**Assigned task**
Each line of the records below that contains "Circle" needs to be copied.

**Dataset records**

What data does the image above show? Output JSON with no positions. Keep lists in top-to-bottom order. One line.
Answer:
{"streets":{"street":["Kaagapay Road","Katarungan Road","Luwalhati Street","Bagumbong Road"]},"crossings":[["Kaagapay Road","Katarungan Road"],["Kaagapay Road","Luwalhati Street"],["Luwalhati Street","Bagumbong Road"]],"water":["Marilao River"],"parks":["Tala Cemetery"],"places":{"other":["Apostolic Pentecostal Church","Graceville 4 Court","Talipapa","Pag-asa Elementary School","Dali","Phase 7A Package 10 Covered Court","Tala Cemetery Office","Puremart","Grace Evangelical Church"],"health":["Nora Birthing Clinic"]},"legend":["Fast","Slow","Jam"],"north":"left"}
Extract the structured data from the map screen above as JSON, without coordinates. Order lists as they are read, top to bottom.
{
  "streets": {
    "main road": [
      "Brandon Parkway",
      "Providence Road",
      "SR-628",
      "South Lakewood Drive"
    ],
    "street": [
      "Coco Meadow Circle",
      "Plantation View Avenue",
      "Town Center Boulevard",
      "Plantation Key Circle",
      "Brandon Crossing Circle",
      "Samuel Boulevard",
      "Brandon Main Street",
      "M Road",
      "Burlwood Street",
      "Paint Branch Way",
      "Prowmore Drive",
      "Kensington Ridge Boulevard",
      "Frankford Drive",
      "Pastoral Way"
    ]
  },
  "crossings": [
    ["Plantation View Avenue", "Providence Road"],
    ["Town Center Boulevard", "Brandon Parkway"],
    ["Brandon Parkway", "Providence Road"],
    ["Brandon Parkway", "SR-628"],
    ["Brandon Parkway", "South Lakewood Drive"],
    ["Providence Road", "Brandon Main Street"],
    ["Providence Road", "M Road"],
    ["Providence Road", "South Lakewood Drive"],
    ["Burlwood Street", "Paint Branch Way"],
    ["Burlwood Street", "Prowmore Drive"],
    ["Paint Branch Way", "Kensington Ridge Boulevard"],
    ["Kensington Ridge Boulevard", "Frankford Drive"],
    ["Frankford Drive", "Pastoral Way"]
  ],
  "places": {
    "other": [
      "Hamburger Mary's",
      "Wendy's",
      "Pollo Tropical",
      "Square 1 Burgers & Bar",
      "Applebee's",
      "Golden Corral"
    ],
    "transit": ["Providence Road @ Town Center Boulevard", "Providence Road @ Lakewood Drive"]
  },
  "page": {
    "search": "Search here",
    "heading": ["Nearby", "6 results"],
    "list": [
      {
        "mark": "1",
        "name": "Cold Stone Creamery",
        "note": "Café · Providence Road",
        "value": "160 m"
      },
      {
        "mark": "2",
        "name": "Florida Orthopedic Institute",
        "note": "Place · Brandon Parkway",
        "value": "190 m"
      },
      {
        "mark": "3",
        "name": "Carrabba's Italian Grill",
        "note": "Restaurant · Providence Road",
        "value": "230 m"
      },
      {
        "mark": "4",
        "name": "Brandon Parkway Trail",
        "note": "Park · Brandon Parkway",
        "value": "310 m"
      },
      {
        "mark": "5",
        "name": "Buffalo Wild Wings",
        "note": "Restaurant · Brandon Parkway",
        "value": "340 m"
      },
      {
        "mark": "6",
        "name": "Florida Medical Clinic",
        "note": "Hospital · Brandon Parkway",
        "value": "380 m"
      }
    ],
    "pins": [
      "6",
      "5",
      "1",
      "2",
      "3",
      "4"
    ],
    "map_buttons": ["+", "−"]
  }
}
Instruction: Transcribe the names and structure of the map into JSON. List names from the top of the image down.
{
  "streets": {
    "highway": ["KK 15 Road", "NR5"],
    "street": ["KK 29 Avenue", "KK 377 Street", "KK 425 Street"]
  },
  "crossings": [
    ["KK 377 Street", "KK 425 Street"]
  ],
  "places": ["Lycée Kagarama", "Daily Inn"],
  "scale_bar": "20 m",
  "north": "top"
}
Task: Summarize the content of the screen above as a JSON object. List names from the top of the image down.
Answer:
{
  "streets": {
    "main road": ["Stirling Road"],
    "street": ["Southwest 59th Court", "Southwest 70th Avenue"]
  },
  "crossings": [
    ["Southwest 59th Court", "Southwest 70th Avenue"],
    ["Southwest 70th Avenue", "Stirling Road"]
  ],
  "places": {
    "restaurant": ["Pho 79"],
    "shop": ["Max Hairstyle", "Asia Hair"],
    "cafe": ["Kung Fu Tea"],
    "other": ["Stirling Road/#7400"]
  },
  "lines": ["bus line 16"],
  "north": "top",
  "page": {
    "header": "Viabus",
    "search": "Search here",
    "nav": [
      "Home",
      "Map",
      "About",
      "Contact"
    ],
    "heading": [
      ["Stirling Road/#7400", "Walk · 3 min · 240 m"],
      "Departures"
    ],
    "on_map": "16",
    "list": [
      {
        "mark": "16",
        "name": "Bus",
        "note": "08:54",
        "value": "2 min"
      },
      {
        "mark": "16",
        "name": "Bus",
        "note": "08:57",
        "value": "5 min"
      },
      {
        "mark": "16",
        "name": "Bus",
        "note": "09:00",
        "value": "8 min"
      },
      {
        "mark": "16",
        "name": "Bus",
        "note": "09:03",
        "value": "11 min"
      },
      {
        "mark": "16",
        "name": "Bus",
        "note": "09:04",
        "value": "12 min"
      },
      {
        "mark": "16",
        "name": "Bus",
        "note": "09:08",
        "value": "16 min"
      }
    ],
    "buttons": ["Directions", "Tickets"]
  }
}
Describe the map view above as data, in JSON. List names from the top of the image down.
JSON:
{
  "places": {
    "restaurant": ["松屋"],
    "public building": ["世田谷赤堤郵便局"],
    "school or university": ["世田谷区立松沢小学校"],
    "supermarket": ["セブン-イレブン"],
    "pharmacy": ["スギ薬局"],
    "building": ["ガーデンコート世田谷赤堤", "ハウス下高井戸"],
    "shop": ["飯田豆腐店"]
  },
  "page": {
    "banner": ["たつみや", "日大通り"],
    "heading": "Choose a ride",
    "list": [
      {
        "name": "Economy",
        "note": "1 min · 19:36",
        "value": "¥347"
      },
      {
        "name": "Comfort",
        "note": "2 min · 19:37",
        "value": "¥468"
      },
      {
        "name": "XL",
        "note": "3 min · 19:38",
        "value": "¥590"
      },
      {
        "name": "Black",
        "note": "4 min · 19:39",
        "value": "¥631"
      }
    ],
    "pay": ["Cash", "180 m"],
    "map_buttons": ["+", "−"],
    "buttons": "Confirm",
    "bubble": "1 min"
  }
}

**Task result**
      "Coco Meadow Circle",
      "Plantation Key Circle",
      "Brandon Crossing Circle",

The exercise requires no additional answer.